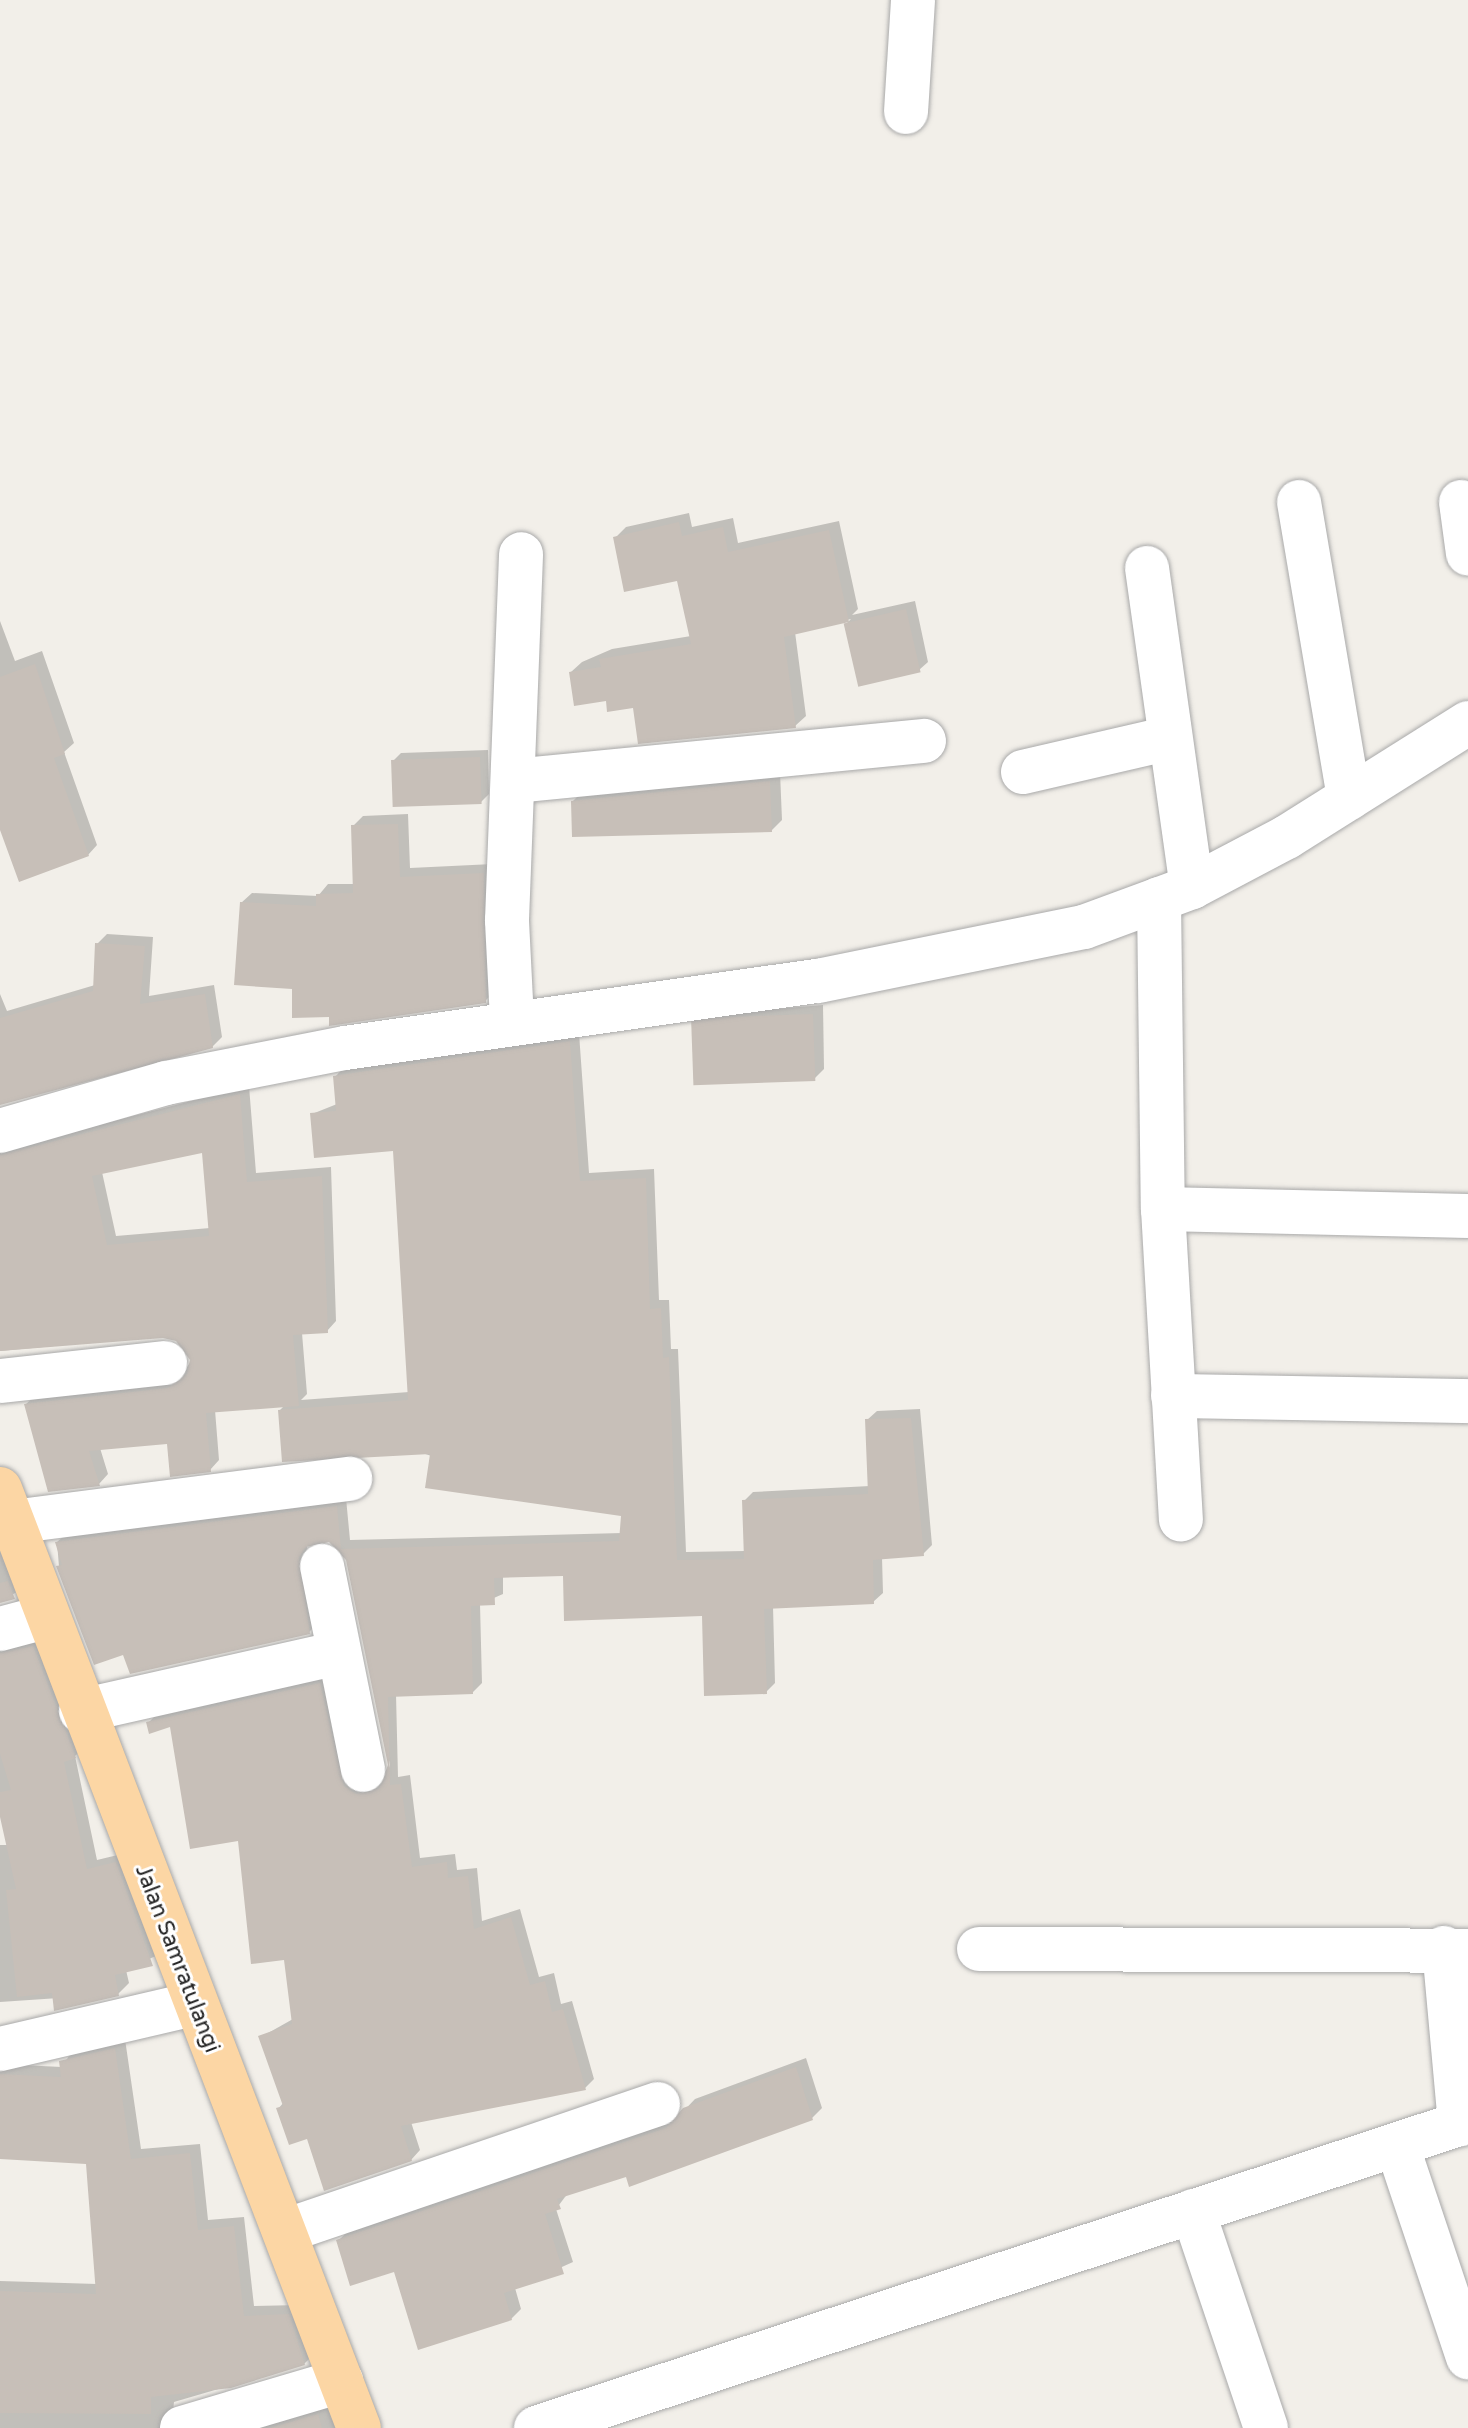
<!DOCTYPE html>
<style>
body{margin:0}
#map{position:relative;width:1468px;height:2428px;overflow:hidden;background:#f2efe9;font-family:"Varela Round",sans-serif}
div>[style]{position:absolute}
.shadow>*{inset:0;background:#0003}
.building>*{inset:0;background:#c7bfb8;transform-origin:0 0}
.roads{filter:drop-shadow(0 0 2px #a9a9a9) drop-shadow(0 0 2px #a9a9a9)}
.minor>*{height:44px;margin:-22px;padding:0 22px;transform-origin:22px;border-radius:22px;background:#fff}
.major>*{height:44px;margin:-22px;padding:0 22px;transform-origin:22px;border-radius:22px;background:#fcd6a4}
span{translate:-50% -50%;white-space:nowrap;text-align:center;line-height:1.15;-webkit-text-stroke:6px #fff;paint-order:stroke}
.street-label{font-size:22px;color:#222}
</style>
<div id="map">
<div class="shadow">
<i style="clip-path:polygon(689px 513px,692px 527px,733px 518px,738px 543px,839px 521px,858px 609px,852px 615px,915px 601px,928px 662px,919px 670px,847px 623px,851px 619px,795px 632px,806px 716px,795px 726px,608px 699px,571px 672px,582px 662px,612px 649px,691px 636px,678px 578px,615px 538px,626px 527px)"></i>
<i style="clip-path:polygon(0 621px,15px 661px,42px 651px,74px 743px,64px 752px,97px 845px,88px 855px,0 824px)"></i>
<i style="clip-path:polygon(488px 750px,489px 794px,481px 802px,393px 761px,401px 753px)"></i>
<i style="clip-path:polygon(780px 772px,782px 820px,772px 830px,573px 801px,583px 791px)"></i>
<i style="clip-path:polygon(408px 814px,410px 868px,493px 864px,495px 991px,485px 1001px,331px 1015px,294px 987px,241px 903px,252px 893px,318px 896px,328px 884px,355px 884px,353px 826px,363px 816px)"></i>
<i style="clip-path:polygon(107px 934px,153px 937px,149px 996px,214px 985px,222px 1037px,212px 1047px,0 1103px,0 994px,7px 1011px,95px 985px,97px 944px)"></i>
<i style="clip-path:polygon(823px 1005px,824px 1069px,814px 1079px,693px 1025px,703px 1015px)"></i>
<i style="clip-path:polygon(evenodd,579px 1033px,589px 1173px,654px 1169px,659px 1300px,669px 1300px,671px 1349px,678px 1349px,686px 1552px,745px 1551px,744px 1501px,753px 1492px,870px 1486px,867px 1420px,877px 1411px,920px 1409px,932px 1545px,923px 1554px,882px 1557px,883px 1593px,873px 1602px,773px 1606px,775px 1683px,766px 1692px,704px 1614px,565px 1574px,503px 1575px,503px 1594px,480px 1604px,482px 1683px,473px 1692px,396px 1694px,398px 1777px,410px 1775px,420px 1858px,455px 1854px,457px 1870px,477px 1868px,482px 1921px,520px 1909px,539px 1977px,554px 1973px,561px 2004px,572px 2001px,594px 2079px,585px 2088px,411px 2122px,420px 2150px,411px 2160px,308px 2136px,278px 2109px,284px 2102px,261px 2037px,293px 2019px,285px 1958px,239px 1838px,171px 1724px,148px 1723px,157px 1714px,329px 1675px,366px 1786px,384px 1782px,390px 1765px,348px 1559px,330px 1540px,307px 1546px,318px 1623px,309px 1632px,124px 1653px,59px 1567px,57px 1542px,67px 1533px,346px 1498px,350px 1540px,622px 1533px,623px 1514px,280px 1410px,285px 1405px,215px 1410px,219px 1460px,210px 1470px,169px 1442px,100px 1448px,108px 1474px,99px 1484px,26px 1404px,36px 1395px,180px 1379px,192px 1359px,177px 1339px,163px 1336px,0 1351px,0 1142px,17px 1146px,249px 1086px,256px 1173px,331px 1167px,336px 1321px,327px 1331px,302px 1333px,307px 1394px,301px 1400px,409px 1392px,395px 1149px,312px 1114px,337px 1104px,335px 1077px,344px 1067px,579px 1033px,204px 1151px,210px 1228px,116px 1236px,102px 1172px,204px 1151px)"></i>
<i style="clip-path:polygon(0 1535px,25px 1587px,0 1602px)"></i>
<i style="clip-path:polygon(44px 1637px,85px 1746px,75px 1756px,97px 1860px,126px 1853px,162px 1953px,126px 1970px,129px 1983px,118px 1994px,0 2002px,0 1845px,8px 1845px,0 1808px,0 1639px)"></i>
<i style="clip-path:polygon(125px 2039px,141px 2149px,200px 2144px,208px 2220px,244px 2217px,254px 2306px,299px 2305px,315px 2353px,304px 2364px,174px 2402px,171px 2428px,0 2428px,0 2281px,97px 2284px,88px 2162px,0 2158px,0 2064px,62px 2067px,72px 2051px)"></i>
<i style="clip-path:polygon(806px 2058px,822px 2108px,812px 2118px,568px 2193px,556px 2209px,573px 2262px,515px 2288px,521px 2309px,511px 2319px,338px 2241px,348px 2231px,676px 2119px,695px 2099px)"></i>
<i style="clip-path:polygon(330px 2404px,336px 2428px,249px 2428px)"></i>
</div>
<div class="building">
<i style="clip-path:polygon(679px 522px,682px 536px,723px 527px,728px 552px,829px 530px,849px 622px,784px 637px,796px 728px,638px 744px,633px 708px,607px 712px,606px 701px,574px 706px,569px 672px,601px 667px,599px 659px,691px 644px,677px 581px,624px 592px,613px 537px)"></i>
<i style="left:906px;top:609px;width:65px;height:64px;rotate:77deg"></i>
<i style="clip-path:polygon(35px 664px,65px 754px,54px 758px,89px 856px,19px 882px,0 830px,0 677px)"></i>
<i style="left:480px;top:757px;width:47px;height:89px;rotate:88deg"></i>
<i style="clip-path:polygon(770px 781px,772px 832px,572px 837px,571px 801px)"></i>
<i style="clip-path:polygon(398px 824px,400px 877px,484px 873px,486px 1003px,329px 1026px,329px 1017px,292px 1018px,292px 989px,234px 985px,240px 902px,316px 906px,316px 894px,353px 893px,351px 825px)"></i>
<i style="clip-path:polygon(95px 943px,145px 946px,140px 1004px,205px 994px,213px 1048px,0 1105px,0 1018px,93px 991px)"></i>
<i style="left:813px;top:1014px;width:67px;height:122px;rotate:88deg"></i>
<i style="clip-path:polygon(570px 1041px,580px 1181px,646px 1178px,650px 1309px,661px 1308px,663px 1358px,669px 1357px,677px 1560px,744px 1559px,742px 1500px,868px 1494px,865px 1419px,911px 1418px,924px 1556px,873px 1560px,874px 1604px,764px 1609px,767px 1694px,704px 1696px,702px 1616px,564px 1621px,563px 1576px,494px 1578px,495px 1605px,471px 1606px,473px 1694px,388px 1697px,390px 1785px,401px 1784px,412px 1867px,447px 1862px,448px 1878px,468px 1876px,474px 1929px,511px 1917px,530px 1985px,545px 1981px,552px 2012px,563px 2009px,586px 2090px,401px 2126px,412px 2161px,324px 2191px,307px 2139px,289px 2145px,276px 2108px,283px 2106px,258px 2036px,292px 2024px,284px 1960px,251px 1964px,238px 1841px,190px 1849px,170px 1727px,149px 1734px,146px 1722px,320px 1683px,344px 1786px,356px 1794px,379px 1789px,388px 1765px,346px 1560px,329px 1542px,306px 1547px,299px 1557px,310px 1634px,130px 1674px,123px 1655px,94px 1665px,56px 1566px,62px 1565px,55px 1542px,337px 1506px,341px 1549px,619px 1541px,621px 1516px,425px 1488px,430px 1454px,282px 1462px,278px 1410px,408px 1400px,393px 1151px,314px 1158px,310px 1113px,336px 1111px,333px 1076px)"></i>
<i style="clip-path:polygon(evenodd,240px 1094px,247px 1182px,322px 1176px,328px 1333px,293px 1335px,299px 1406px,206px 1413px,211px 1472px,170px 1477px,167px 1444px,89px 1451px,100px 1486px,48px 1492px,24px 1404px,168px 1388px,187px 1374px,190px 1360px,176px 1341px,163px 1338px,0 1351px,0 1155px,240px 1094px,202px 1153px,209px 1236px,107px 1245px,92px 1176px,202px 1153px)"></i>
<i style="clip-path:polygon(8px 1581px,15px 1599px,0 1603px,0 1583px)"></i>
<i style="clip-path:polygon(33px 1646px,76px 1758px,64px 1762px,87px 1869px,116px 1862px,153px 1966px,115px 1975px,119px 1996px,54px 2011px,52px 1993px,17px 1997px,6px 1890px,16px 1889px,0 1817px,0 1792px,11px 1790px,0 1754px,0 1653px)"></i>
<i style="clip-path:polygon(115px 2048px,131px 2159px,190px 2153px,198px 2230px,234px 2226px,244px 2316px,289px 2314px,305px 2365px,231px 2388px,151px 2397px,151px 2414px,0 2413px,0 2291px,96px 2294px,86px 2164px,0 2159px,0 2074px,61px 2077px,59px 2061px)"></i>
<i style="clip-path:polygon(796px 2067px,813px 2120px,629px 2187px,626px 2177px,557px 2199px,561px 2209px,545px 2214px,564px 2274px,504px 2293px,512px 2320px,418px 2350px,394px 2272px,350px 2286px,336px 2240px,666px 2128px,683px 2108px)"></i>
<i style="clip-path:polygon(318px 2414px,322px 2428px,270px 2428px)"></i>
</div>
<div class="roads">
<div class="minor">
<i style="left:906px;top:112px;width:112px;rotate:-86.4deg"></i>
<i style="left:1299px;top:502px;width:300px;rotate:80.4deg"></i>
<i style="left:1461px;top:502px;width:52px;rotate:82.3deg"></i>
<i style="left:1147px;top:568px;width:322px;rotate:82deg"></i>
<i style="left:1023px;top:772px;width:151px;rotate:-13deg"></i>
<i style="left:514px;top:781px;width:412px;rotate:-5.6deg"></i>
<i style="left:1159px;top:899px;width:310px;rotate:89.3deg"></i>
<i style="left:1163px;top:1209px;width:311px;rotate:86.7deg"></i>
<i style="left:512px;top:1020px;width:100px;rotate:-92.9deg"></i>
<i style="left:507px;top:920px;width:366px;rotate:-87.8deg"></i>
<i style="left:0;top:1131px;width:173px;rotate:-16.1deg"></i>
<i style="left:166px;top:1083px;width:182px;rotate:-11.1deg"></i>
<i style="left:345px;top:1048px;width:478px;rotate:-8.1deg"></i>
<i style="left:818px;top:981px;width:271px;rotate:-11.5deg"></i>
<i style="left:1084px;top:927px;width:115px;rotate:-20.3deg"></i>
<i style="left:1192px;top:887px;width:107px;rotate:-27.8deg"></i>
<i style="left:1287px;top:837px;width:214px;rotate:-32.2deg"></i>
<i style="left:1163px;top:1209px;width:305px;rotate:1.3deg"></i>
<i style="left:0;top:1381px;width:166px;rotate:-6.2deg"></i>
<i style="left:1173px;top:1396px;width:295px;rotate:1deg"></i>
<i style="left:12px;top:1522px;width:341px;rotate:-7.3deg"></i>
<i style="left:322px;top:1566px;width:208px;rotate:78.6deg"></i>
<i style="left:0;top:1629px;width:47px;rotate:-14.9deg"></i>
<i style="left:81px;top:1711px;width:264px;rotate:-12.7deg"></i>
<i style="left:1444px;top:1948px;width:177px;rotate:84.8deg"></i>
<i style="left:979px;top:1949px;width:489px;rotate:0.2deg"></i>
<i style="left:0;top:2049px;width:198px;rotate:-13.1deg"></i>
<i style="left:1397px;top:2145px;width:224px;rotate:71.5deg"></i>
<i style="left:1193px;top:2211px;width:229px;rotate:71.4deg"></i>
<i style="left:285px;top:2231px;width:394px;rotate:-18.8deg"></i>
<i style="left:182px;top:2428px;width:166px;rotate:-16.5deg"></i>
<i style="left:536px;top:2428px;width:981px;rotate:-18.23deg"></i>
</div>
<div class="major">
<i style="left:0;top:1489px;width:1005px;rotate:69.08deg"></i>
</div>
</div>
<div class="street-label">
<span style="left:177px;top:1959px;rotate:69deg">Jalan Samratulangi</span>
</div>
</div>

§ **EXERCISE REQUIREMENTS**:
List every line above containing the word "class".

§ **EXERCISE OUTPUT**:
<div class="shadow">
<div class="building">
<div class="roads">
<div class="minor">
<div class="major">
<div class="street-label">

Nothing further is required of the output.